EXERCISE DESCRIPTION: Retype every line of the data below, starting with the first and ending with the line that contains "position:absolute; left:944px; top:16px;", but leave out the pictures.
(EXERCISE MATERIALS)
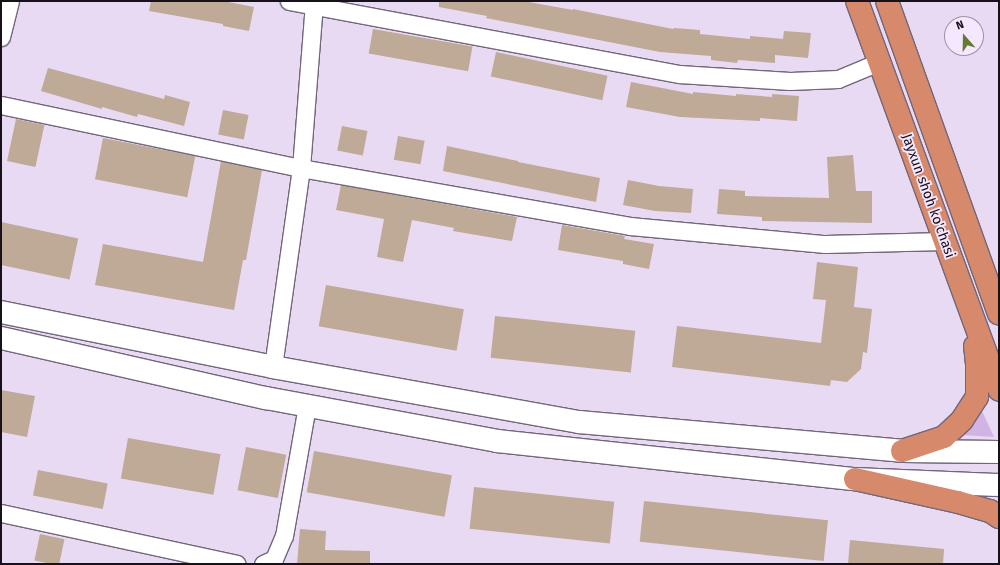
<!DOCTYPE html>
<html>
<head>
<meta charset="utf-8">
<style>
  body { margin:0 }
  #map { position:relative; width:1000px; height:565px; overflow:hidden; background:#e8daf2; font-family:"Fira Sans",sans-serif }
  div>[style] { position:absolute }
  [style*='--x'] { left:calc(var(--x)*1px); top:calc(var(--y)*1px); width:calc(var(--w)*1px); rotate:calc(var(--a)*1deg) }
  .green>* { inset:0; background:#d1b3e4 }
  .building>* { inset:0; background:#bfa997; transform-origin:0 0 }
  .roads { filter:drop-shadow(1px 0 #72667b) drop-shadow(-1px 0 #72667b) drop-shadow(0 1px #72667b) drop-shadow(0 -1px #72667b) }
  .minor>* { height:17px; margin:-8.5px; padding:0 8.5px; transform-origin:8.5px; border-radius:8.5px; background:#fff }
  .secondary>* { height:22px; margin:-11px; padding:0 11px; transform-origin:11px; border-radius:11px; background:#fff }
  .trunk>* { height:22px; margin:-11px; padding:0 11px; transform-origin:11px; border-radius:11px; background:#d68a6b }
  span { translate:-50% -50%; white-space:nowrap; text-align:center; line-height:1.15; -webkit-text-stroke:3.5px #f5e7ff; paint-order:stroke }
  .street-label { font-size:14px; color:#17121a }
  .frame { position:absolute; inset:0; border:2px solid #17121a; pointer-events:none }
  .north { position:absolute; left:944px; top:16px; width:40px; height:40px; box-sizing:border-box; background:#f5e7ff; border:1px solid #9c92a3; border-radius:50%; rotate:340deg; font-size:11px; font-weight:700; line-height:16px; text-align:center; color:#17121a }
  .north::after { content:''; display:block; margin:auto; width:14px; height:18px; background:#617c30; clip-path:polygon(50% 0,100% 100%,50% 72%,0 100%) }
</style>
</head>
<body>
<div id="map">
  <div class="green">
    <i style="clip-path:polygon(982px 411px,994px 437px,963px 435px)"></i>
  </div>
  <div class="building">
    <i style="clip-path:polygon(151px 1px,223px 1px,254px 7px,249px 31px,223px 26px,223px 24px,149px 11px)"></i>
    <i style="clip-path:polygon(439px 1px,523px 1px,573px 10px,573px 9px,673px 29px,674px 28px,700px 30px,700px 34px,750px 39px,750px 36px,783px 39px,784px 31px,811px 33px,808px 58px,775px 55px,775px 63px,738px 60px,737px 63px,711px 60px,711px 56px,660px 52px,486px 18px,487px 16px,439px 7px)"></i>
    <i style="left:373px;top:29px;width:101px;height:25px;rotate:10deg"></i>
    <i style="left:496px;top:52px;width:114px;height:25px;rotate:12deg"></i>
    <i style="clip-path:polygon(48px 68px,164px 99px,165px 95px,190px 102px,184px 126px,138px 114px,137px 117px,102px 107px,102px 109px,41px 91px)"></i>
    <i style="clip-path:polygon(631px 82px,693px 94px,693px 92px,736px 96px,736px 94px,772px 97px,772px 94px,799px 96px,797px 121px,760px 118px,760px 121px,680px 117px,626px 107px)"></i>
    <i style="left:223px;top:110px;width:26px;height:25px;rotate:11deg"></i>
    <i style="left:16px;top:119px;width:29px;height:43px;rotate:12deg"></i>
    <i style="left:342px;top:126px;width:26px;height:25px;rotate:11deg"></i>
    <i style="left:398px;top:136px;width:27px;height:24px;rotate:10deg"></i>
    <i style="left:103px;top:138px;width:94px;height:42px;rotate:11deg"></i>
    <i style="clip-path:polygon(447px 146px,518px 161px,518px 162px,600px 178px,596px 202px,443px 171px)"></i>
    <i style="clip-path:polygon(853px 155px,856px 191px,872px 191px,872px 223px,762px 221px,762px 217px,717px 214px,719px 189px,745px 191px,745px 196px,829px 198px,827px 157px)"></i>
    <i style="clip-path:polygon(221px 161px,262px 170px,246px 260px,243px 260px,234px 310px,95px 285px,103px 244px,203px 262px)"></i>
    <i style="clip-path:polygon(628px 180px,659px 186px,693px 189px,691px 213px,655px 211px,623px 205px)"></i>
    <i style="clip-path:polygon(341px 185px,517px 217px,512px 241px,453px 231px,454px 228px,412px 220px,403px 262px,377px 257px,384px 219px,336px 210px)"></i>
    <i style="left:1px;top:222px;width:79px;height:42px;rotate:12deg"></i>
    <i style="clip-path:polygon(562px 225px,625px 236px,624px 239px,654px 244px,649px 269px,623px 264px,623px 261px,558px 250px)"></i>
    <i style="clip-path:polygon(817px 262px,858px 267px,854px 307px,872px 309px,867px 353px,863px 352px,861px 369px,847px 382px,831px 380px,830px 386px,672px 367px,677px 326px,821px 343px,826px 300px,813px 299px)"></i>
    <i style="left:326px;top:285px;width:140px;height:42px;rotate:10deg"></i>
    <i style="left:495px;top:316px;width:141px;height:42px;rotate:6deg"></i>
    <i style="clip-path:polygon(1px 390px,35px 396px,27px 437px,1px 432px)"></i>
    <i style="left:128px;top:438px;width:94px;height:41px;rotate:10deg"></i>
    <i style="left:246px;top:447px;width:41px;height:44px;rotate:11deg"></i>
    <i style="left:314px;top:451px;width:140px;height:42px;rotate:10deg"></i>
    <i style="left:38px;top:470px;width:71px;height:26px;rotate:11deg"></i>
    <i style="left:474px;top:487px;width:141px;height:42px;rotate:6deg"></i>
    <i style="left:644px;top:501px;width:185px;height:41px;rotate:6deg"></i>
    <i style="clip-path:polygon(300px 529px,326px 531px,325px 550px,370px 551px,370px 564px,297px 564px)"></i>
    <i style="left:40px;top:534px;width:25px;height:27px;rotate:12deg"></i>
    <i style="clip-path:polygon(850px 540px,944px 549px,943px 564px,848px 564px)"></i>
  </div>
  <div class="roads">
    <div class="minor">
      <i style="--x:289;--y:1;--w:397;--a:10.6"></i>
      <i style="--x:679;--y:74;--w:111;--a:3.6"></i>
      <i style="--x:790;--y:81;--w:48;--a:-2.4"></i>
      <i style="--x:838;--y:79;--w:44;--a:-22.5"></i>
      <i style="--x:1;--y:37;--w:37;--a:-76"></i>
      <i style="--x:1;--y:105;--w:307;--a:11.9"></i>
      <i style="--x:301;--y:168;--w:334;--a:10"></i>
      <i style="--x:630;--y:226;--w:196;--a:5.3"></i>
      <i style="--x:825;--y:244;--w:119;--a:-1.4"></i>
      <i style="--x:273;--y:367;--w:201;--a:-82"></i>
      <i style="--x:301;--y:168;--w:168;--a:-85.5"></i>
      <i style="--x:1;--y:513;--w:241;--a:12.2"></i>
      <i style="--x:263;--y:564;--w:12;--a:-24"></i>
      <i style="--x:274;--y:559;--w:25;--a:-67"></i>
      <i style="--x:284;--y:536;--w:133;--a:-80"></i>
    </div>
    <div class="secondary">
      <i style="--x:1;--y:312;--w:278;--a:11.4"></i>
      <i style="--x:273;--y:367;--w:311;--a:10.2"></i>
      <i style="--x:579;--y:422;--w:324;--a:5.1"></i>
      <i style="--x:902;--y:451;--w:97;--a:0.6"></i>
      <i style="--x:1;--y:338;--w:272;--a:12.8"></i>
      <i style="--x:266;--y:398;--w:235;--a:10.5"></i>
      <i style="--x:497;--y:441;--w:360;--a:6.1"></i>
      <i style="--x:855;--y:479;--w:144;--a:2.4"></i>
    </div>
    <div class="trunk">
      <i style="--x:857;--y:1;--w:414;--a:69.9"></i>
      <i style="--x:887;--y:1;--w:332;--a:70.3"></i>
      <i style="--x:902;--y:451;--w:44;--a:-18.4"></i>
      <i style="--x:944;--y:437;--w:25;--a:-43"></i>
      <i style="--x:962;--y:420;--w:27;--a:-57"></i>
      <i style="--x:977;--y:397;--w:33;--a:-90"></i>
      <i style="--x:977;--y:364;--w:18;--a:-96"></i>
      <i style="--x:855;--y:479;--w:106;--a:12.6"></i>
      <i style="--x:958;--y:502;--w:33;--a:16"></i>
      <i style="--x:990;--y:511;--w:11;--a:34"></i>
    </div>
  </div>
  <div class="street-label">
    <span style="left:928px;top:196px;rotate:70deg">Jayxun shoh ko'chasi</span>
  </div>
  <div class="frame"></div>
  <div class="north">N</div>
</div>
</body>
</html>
(End EXERCISE MATERIALS)
SOLVED EXERCISE:
<!DOCTYPE html>
<html>
<head>
<meta charset="utf-8">
<style>
  body { margin:0 }
  #map { position:relative; width:1000px; height:565px; overflow:hidden; background:#e8daf2; font-family:"Fira Sans",sans-serif }
  div>[style] { position:absolute }
  [style*='--x'] { left:calc(var(--x)*1px); top:calc(var(--y)*1px); width:calc(var(--w)*1px); rotate:calc(var(--a)*1deg) }
  .green>* { inset:0; background:#d1b3e4 }
  .building>* { inset:0; background:#bfa997; transform-origin:0 0 }
  .roads { filter:drop-shadow(1px 0 #72667b) drop-shadow(-1px 0 #72667b) drop-shadow(0 1px #72667b) drop-shadow(0 -1px #72667b) }
  .minor>* { height:17px; margin:-8.5px; padding:0 8.5px; transform-origin:8.5px; border-radius:8.5px; background:#fff }
  .secondary>* { height:22px; margin:-11px; padding:0 11px; transform-origin:11px; border-radius:11px; background:#fff }
  .trunk>* { height:22px; margin:-11px; padding:0 11px; transform-origin:11px; border-radius:11px; background:#d68a6b }
  span { translate:-50% -50%; white-space:nowrap; text-align:center; line-height:1.15; -webkit-text-stroke:3.5px #f5e7ff; paint-order:stroke }
  .street-label { font-size:14px; color:#17121a }
  .frame { position:absolute; inset:0; border:2px solid #17121a; pointer-events:none }
  .north { position:absolute; left:944px; top:16px; width:40px; height:40px; box-sizing:border-box; background:#f5e7ff; border:1px solid #9c92a3; border-radius:50%; rotate:340deg; font-size:11px; font-weight:700; line-height:16px; text-align:center; color:#17121a }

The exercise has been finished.